TASK REQUIREMENTS — This exercise asks for the entries below to be printed exactly.

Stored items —
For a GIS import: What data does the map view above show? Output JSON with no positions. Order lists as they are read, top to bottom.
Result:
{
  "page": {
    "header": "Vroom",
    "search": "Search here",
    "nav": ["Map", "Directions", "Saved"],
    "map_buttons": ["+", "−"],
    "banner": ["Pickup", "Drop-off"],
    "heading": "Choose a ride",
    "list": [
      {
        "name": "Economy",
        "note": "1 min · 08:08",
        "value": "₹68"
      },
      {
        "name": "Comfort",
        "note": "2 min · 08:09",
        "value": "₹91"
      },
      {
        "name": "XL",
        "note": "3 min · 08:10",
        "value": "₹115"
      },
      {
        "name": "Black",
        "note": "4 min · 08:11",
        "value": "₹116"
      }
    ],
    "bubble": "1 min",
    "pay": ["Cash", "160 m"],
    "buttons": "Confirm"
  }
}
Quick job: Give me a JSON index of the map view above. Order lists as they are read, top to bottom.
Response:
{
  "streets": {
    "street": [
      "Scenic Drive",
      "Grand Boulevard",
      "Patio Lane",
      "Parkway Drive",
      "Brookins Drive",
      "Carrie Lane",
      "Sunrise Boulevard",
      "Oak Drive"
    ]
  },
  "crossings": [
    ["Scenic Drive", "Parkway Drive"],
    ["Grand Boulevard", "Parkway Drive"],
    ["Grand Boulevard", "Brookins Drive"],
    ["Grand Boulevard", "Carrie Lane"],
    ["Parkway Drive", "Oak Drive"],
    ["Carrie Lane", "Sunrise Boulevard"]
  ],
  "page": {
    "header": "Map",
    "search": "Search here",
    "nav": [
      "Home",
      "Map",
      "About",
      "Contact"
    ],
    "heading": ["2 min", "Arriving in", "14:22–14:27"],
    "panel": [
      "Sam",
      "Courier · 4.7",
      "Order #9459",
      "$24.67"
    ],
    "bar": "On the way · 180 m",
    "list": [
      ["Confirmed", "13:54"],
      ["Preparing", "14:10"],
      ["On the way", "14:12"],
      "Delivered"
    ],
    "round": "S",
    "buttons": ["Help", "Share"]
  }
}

OUTPUT OF THE TASK —
For a GIS import: What data does the map view above show? Output JSON with no positions. Order lists as they are read, top to bottom.
Result:
{
  "page": {
    "header": "Vroom",
    "search": "Search here",
    "nav": ["Map", "Directions", "Saved"],
    "map_buttons": ["+", "−"],
    "banner": ["Pickup", "Drop-off"],
    "heading": "Choose a ride",
    "list": [
      {
        "name": "Economy",
        "note": "1 min · 08:08",
        "value": "₹68"
      },
      {
        "name": "Comfort",
        "note": "2 min · 08:09",
        "value": "₹91"
      },
      {
        "name": "XL",
        "note": "3 min · 08:10",
        "value": "₹115"
      },
      {
        "name": "Black",
        "note": "4 min · 08:11",
        "value": "₹116"
      }
    ],
    "bubble": "1 min",
    "pay": ["Cash", "160 m"],
    "buttons": "Confirm"
  }
}
Quick job: Give me a JSON index of the map view above. Order lists as they are read, top to bottom.
Response:
{
  "streets": {
    "street": [
      "Scenic Drive",
      "Grand Boulevard",
      "Patio Lane",
      "Parkway Drive",
      "Brookins Drive",
      "Carrie Lane",
      "Sunrise Boulevard",
      "Oak Drive"
    ]
  },
  "crossings": [
    ["Scenic Drive", "Parkway Drive"],
    ["Grand Boulevard", "Parkway Drive"],
    ["Grand Boulevard", "Brookins Drive"],
    ["Grand Boulevard", "Carrie Lane"],
    ["Parkway Drive", "Oak Drive"],
    ["Carrie Lane", "Sunrise Boulevard"]
  ],
  "page": {
    "header": "Map",
    "search": "Search here",
    "nav": [
      "Home",
      "Map",
      "About",
      "Contact"
    ],
    "heading": ["2 min", "Arriving in", "14:22–14:27"],
    "panel": [
      "Sam",
      "Courier · 4.7",
      "Order #9459",
      "$24.67"
    ],
    "bar": "On the way · 180 m",
    "list": [
      ["Confirmed", "13:54"],
      ["Preparing", "14:10"],
      ["On the way", "14:12"],
      "Delivered"
    ],
    "round": "S",
    "buttons": ["Help", "Share"]
  }
}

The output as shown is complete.